▶ _REQUIRED WORK_: Copy, from the listing, every line in which the string "lineWidth" is present.
Start of Block
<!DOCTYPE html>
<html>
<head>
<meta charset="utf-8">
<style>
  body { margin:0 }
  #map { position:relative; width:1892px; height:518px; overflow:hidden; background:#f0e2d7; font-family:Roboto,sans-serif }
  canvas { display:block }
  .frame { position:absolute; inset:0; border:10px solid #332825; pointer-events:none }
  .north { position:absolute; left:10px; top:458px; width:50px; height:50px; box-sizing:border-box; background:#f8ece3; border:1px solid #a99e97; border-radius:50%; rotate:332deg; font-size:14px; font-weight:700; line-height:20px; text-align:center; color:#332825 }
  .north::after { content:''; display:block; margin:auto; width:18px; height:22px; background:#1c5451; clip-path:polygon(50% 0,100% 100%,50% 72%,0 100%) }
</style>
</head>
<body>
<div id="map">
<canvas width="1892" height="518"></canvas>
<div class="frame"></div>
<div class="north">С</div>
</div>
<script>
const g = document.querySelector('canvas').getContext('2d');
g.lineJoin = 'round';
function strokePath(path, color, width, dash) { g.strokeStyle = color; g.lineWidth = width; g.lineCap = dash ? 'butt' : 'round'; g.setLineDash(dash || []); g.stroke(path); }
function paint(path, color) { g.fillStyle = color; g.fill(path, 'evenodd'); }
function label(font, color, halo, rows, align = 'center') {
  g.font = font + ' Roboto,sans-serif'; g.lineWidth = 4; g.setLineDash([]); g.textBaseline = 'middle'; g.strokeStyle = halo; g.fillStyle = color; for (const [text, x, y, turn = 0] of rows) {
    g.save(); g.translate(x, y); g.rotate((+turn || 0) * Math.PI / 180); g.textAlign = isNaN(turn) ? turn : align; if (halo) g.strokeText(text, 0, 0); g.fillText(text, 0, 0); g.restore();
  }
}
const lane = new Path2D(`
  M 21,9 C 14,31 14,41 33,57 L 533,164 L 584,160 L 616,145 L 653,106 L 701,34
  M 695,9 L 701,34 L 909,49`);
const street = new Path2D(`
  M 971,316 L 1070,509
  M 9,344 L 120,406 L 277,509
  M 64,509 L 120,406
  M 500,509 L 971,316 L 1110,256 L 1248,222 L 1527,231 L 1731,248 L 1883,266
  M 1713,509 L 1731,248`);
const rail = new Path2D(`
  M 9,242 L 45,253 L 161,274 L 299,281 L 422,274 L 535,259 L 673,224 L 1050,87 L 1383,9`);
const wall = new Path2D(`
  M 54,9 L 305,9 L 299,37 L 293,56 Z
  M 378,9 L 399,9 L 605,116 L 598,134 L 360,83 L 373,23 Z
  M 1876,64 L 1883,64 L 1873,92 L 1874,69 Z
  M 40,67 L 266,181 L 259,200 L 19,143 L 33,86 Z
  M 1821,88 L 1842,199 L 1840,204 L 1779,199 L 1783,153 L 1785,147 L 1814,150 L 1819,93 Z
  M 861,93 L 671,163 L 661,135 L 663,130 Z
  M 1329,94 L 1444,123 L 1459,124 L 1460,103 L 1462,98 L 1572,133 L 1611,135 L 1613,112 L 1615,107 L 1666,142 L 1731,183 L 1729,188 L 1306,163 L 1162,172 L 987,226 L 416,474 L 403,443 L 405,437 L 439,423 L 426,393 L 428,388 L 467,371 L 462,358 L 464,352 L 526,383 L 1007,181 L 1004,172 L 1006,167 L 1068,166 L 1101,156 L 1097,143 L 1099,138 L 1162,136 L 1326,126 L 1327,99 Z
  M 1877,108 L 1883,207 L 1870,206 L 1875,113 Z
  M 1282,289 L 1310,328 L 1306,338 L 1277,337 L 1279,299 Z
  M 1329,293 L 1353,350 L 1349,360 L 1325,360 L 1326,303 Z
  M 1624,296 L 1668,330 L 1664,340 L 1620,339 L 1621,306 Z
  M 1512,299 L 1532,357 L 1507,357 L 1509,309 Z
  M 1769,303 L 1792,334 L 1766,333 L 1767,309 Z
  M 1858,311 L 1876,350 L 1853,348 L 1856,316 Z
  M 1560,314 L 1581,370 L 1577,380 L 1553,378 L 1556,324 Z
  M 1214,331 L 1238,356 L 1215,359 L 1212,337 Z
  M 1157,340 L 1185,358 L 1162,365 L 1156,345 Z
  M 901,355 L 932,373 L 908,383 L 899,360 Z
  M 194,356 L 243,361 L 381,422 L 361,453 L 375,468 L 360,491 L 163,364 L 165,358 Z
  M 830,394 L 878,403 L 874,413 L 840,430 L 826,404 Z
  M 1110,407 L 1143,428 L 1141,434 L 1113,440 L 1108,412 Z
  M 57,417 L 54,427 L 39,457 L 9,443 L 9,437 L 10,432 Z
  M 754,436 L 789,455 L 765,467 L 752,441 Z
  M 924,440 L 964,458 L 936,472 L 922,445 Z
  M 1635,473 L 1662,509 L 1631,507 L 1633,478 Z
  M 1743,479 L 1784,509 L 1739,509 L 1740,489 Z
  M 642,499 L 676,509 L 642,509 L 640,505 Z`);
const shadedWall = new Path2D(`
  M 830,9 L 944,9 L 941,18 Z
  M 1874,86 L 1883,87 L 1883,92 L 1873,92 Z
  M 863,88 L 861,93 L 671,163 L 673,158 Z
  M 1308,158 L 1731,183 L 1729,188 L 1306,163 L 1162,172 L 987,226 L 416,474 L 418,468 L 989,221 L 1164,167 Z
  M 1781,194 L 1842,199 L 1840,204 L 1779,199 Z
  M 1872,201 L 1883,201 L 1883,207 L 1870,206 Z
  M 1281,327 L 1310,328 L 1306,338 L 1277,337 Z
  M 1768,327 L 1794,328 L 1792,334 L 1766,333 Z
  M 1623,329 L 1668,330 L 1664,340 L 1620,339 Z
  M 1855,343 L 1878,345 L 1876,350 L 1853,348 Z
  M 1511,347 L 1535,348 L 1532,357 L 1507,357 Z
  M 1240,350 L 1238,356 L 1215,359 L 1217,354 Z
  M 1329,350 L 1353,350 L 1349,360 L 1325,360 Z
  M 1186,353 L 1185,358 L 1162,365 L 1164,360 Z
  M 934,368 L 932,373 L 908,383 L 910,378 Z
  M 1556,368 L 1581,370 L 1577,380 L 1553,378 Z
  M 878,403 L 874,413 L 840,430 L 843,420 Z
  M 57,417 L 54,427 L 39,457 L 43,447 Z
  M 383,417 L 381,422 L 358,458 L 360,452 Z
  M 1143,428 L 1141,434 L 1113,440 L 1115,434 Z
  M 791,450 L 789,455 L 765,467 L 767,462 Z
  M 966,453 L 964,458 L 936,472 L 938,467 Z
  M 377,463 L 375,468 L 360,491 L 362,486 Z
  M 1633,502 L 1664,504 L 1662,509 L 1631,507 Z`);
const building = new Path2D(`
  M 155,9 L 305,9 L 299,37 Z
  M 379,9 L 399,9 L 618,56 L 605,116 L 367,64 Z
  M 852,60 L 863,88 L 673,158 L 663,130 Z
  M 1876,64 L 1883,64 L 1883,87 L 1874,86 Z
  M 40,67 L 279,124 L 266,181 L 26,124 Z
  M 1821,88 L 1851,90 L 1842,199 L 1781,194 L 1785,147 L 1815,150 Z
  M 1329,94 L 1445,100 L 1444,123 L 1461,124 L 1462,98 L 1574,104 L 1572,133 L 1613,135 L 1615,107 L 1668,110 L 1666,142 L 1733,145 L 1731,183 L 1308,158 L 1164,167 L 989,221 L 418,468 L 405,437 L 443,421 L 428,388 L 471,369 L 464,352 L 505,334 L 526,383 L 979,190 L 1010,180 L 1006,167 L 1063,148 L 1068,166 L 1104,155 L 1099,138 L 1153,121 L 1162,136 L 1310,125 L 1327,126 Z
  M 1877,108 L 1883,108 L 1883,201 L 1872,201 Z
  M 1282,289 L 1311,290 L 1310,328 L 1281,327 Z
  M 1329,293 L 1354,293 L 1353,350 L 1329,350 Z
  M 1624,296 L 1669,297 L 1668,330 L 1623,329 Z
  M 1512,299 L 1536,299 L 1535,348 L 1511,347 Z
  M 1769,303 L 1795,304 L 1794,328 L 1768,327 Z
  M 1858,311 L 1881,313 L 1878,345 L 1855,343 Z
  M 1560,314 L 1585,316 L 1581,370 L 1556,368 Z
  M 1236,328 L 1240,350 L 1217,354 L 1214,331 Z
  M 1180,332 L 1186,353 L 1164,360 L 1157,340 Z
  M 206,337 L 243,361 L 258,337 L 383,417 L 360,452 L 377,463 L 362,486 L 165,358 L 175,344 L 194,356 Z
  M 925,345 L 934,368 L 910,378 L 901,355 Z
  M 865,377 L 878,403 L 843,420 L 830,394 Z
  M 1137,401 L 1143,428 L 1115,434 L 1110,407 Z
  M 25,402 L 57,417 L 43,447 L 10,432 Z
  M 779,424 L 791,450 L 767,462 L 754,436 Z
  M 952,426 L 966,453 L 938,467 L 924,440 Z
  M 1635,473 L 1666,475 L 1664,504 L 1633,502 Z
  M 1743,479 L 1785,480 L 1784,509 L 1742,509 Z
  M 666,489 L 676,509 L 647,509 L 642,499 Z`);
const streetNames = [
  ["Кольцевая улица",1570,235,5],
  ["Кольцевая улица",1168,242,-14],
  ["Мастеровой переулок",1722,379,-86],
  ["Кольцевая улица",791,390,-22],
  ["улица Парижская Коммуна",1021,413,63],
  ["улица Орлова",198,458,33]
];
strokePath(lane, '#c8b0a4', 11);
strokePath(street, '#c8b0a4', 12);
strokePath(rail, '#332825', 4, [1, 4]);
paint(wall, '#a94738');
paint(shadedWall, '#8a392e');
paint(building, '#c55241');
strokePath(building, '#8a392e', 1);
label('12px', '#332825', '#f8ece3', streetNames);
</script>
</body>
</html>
End of Block
▶ _EXERCISE OUTPUT_:
function strokePath(path, color, width, dash) { g.strokeStyle = color; g.lineWidth = width; g.lineCap = dash ? 'butt' : 'round'; g.setLineDash(dash || []); g.stroke(path); }
  g.font = font + ' Roboto,sans-serif'; g.lineWidth = 4; g.setLineDash([]); g.textBaseline = 'middle'; g.strokeStyle = halo; g.fillStyle = color; for (const [text, x, y, turn = 0] of rows) {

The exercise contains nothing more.